__Source data__

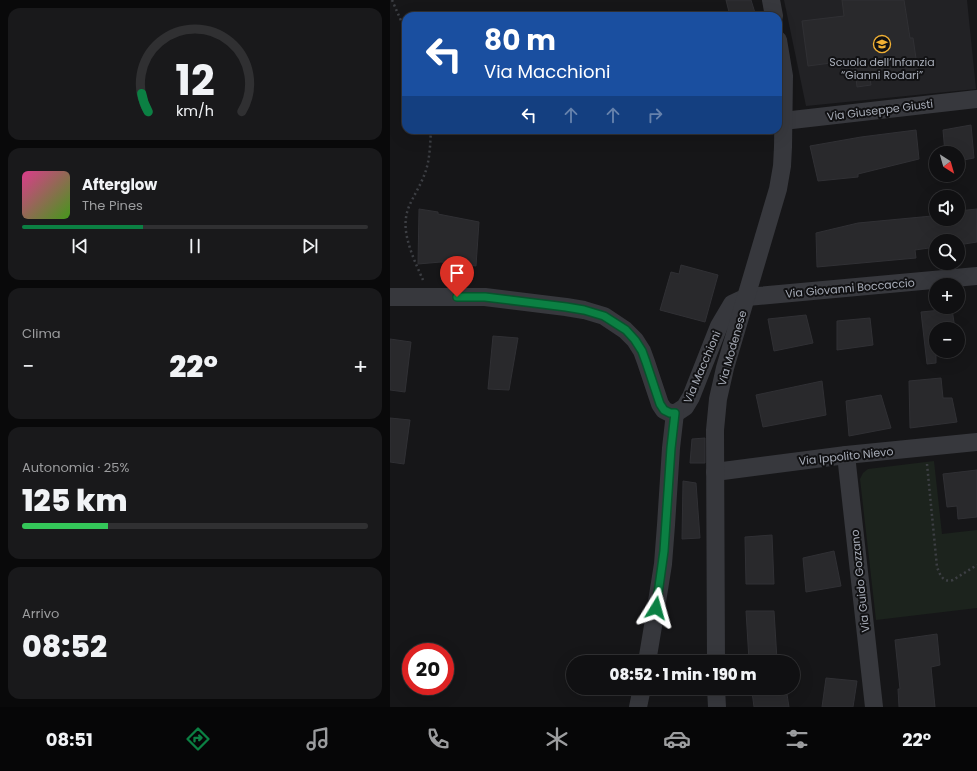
<!DOCTYPE html>
<html lang="it">
<head>
<meta charset="utf-8">
<style>
	body { margin:0; font-family:Poppins,sans-serif; background:#19191b; color:#f1f3f6; height:100vh; display:flex; flex-direction:column; font-size:15px; white-space:nowrap }
	* { box-sizing:border-box; margin:0 }
	p { font-size:13px; color:#9c9d9f }
	.icon { flex:none; width:22px; height:22px; fill:none; stroke:currentColor; stroke-width:2; stroke-linecap:round; stroke-linejoin:round }
	.map { position:relative; flex:1; overflow:hidden }
	.drawer { display:flex; flex-direction:column; gap:8px; padding:8px; background:#09090a; width:390px }
	.drawer>* { flex:none }
	.top-card { position:absolute; left:12px; top:12px; width:380px; height:122px; border-radius:12px; box-shadow:0 4px 16px #0002,0 0 0 1px #303032; background:#1a4fa0; color:#fff; overflow:hidden }
	.needle { width:26px; rotate:143deg }
	.controls { position:absolute; left:539px; top:146px; display:grid; gap:8px }
	.controls a { display:grid; place-items:center; width:36px; height:36px; border-radius:50%; background:#101012; box-shadow:0 4px 16px #0002,0 0 0 1px #303032; font-size:20px }
	.speed { position:absolute; left:12px; top:643px; display:flex; gap:8px; font-size:20px; font-weight:700; text-align:center }
	.speed>* { display:grid; place-content:center; width:52px; height:52px; border-radius:50%; background:#101012; box-shadow:0 4px 16px #0002,0 0 0 1px #303032; line-height:1 }
	.speed .limit { border:6px solid #d22; background:#fff; color:#111 }
	.pin { position:absolute; display:grid; place-items:center; width:34px; height:34px; color:#fff; margin:-41px -17px; border-radius:50% 50% 50% 0; rotate:-45deg; box-shadow:0 0 4px #0007 }
	.pin .icon { rotate:45deg }
	.me { position:absolute; width:44px; margin:-22px; rotate:8deg; stroke-linejoin:round; filter:drop-shadow(0 0 3px #0008) }
	.turn { display:flex; align-items:center; gap:14px; height:84px; padding:0 16px; font-size:18px }
	.turn .icon { width:52px; height:52px; stroke-width:2.5 }
	.turn b { display:block; font-size:28px; line-height:34px }
	.lanes { display:flex; align-items:center; height:38px; padding:0 16px; background:#0003; justify-content:center; gap:20px; direction:ltr }
	.lanes .off { opacity:.35 }
	.big { font-size:30px; font-weight:800; line-height:1.1 }
	.drawer .widget { flex:1; display:flex; flex-direction:column; justify-content:center; gap:6px; min-width:0; padding:0 14px; border-radius:12px; background:#19191b }
	.drawer .dial { align-items:center; gap:0 }
	.dial svg { height:104px; overflow:visible; fill:none; stroke:#303032; stroke-width:7; stroke-linecap:round; text-anchor:middle }
	.dial text { fill:#f1f3f6; stroke:none }
	.song { display:flex; align-items:center; gap:12px }
	.cover { width:48px; height:48px; border-radius:6px; background:linear-gradient(135deg,hsl(330 70% 55%),hsl(100 70% 35%)) }
	.played { height:4px; border-radius:2px; background:linear-gradient(90deg,#0b8043 35%,#303032 35%) }
	.keys { display:flex; justify-content:space-around; direction:ltr }
	.heat { display:flex; justify-content:space-between; align-items:center; font-size:22px; direction:ltr }
	.charge { height:6px; border-radius:3px; background:linear-gradient(90deg,#34c759 25%,#303032 0) }
	.trip { position:absolute; left:176px; top:655px; width:234px; height:40px; border-radius:20px; background:#101012; box-shadow:0 4px 16px #0002,0 0 0 1px #303032; font-weight:800; line-height:40px; text-align:center }
	.menu { display:flex; height:64px; justify-content:space-around; align-items:center; background:#060607; color:#9c9d9f }
	.menu .icon { width:28px; height:28px }
	.menu .selected { color:#0b8043 }
	.menu b { font-size:18px; color:#f1f3f6 }
	main { display:flex; flex:1; min-height:0 }
	.map>svg:first-child { display:block }
	.built { fill:#222225 }
	.green { fill:#1c231d }
	.building { fill:#29292c; stroke:#303034 }
	.lines { fill:none; stroke-linecap:round; stroke-linejoin:round }
	.path { stroke:#3d3f44; stroke-width:2.5; stroke-dasharray:2 3; stroke-linecap:butt }
	.minor { stroke:#37383d; stroke-width:18 }
	.route-casing { stroke:#07532c; stroke-width:10 }
	.route { stroke:#0b8043; stroke-width:7 }
	.labels { text-anchor:middle; stroke-width:4; stroke-linejoin:round; paint-order:stroke }
	.poi-label { font-size:11px; fill:#a8adb8; stroke:#111113 }
	.street-label { font-size:11px; fill:#a8adb8; stroke:#111113 }
</style>
</head>
<body>
<main>
<section class="drawer">
<div class="widget dial"><svg viewBox="0 0 100 80">
<path d="M14 69A42 42 0 1 1 86 69"/>
<path d="M14 69A42 42 0 0 1 9 55" stroke="#0b8043"/>
<text x="50" y="56" font-size="32" font-weight="700">12</text>
<text x="50" y="72" font-size="11">km/h</text>
</svg></div>
<div class="widget">
<div class="song"><i class="cover"></i><div><b>Afterglow</b><p>The Pines</p></div></div>
<div class="played"></div>
<div class="keys"><svg class="icon" aria-label="previous" viewBox="0 0 24 24"><path d="M18 5L8 12l10 7zM5 5v14"/></svg><svg class="icon" aria-label="pause" viewBox="0 0 24 24"><path d="M8 5v14M16 5v14"/></svg><svg class="icon" aria-label="next" viewBox="0 0 24 24"><path d="M6 5l10 7-10 7zM19 5v14"/></svg></div>
</div>
<div class="widget"><p>Clima</p>
<div class="heat"><a>−</a><b class="big">22°</b><a>+</a></div>
</div>
<div class="widget"><p>Autonomia · 25%</p><b class="big">125 km</b><div class="charge"></div></div>
<div class="widget"><p>Arrivo</p><b class="big">08:52</b></div>
</section>
<div class="map">
<svg width="587" height="707" viewBox="0 0 587 707">
	<rect width="100%" height="100%" fill="#161618"/>
	<polygon class="built" points="394,0 577,0 586,89 416,106"/>
	<polygon class="green" points="544,461 552,534 587,530 587,608 486,620 470,479 473,473 478,469"/>
	<g class="building">
		<polygon points="336,0 361,0 366,16 340,16"/>
		<polygon points="452,0 514,0 520,38 523,38 528,72 493,77 493,78 480,79 481,85 467,87 464,60 418,66 412,21 454,16"/>
		<polygon points="581,125 584,158 568,161 568,153 555,153 553,130"/>
		<polygon points="526,130 529,159 468,174 468,177 428,181 420,146 471,137"/>
		<polygon points="29,209 48,212 48,214 89,222 86,266 51,262 28,264"/>
		<polygon points="587,209 587,242 568,245 568,241 546,241 546,247 525,250 526,258 427,267 426,233 468,223 542,216 542,214 546,213 546,219 568,219 568,211"/>
		<polygon points="291,265 328,275 315,322 270,310 281,272 289,274"/>
		<polygon points="562,309 565,329 546,329 546,363 537,364 531,312"/>
		<polygon points="416,315 423,343 384,351 378,319"/>
		<polygon points="480,318 483,345 447,350 447,321"/>
		<polygon points="103,336 128,338 119,390 98,389"/>
		<polygon points="0,339 21,342 15,392 0,390"/>
		<polygon points="551,378 553,398 562,398 567,422 520,428 519,381"/>
		<polygon points="432,381 436,415 373,427 366,395"/>
		<polygon points="491,395 501,428 459,436 456,401"/>
		<polygon points="0,418 20,420 14,464 0,462"/>
		<polygon points="315,438 315,463 300,463 302,439"/>
		<polygon points="587,470 587,517 568,519 567,506 557,507 553,474"/>
		<polygon points="293,481 306,483 310,538 292,539"/>
		<polygon points="382,535 384,584 356,584 355,537"/>
		<polygon points="444,551 451,586 416,592 413,558"/>
		<polygon points="356,611 384,611 387,660 359,660"/>
		<polygon points="547,634 550,665 541,667 545,707 509,707 508,689 510,689 505,640"/>
		<polygon points="436,678 467,681 463,707 432,707"/>
		<polygon points="381,688 396,688 399,707 364,707 362,692"/>
	</g>
	<g class="lines">
		<g class="path">
			<polyline points="2,0 16,32"/>
			<path d="M33,280C25,262 13,237 16,218C17,205 28,191 33,178C40,163 40,146 41,130"/>
			<path d="M537,464L547,567C550,575 553,583 563,580L587,565"/>
		</g>
		<g class="minor">
			<polyline points="381,0 384,16"/>
			<polyline points="393,121 587,99"/>
			<polyline points="0,297 95,297 176,307 194,310 214,316 235,330 245,340 252,351 256,362 270,404 274,410 280,413 285,413 289,411 295,407 301,397 329,326 342,304 357,297 587,276"/>
			<polyline points="456,455 484,707"/>
			<polyline points="325,472 456,455 587,442"/>
			<polyline points="257,662 266,608 273,564 276,525 281,448 285,413"/>
			<polyline points="326,662 325,430 328,399 335,368 388,189 392,166 393,147 394,76 388,40"/>
			<polyline points="326,688 327,707"/>
			<polyline points="248,707 252,688"/>
		</g>
	</g>
	<g class="lines">
		<g class="route-casing">
			<polyline id="route" points="67,297 95,297 176,307 194,310 214,316 236,330 245,340 252,351 256,362 270,404 274,410 280,413 285,413 281,448 274,551 266,608"/>
		</g>
		<use href="#route" class="route"/>
	</g>
	<defs>
		<g id="school-ring" transform="scale(0.9)"><circle r="9.5" fill="#111113" stroke="#f2b134" stroke-width="1.5"/><path d="M0-5L7-2L0 1L-7-2ZM-4 1L0 2.5L4 1V4Q0 6-4 4Z" fill="#f2b134"/></g>
	</defs>
	<g fill-rule="evenodd">
		<use href="#school-ring" x="492" y="44"/>
	</g>
	<g class="labels">
		<g class="poi-label">
			<text x="492" y="66">Scuola dell’Infanzia<tspan x="492" dy="13">“Gianni Rodari”</tspan></text>
		</g>
		<g class="street-label">
			<text transform="translate(490 110) rotate(-7)" y="4">Via Giuseppe Giusti</text>
			<text transform="translate(460 288) rotate(-5)" y="4">Via Giovanni Boccaccio</text>
			<text transform="translate(342 348) rotate(-74)" y="4">Via Modenese</text>
			<text transform="translate(312 367) rotate(-67)" y="4">Via Macchioni</text>
			<text transform="translate(456 456) rotate(-6)" y="4">Via Ippolito Nievo</text>
			<text transform="translate(470 581) rotate(-96)" y="4">Via Guido Gozzano</text>
		</g>
	</g>
</svg>
<div class="controls">
<a><svg class="needle" viewBox="-14 -14 28 28"><path d="M0-13l5 13h-10z" fill="#e53935"/><path d="M0 13l5-13h-10z" fill="#9c9d9f"/></svg></a>
<a><svg class="icon" aria-label="sound" viewBox="0 0 24 24"><path d="M4 9h4l5-4v14l-5-4H4zM17 9q2 3 0 6"/></svg></a>
<a><svg class="icon" aria-label="search" viewBox="0 0 24 24"><circle cx="10" cy="10" r="6"/><path d="M15 15l6 6"/></svg></a>
<a>+</a>
<a>−</a>
</div>
<div class="speed"><div class="limit">20</div></div>
<div class="pin" style="left:67px;top:297px;background:#d93025"><svg class="icon" aria-label="arrive" viewBox="0 0 24 24"><path d="M6 21V4h12l-3 4 3 4H6"/></svg></div>
<svg class="me" style="left:266px;top:608px" viewBox="-20 -20 40 40"><path d="M0-17L14 15 0 8-14 15z" fill="#0b8043" stroke="#fff" stroke-width="4"/></svg>
<div class="trip">08:52 · 1 min · 190 m</div>
<div class="top-card">
<div class="turn"><svg class="icon" aria-label="left" viewBox="0 0 24 24"><path d="M17 20v-9H6M10 6l-5 5 5 5"/></svg><div><b>80 m</b>Via Macchioni</div></div>
<div class="lanes"><svg class="icon" aria-label="left" viewBox="0 0 24 24"><path d="M17 20v-9H6M10 6l-5 5 5 5"/></svg><svg class="icon off" aria-label="ahead" viewBox="0 0 24 24"><path d="M12 20V5M6 11l6-6 6 6"/></svg><svg class="icon off" aria-label="ahead" viewBox="0 0 24 24"><path d="M12 20V5M6 11l6-6 6 6"/></svg><svg class="icon off" aria-label="right" viewBox="0 0 24 24"><path d="M7 20v-9h11M14 6l5 5-5 5"/></svg></div>
</div>
</div>
</main>
<nav class="menu">
<b>08:51</b>
<svg class="icon selected" aria-label="directions" viewBox="0 0 24 24"><path d="M12 3l9 9-9 9-9-9zM9 14v-3h6M13 9l2 2-2 2"/></svg>
<svg class="icon" aria-label="music" viewBox="0 0 24 24"><path d="M9 18V5l10-2v13"/><circle cx="6" cy="18" r="3"/><circle cx="16" cy="16" r="3"/></svg>
<svg class="icon" aria-label="phone" viewBox="0 0 24 24"><path d="M5 4h4l2 5-3 2q2 4 5 5l2-3 5 2v4C11 20 4 13 5 4z"/></svg>
<svg class="icon" aria-label="climate" viewBox="0 0 24 24"><path d="M12 3v18M4 7l16 10M4 17L20 7"/></svg>
<svg class="icon" aria-label="car" viewBox="0 0 24 24"><path d="M5 17H2v-5l4-1 3-4h7l3 4 3 1v5h-3M9 17h6M6 11h13"/><circle cx="7" cy="17" r="2"/><circle cx="17" cy="17" r="2"/></svg>
<svg class="icon" aria-label="filters" viewBox="0 0 24 24"><path d="M4 7h16M4 17h16"/><circle cx="9" cy="7" r="2"/><circle cx="15" cy="17" r="2"/></svg>
<b>22°</b>
</nav>
</body>
</html>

__Problem to work on__
Only the lines above from the one with "552,534 587,530 587,608" up to and including the one with "48,212 48,214 89,222" should be repeated, exactly as written.

__Exercise answer__
	<polygon class="green" points="544,461 552,534 587,530 587,608 486,620 470,479 473,473 478,469"/>
	<g class="building">
		<polygon points="336,0 361,0 366,16 340,16"/>
		<polygon points="452,0 514,0 520,38 523,38 528,72 493,77 493,78 480,79 481,85 467,87 464,60 418,66 412,21 454,16"/>
		<polygon points="581,125 584,158 568,161 568,153 555,153 553,130"/>
		<polygon points="526,130 529,159 468,174 468,177 428,181 420,146 471,137"/>
		<polygon points="29,209 48,212 48,214 89,222 86,266 51,262 28,264"/>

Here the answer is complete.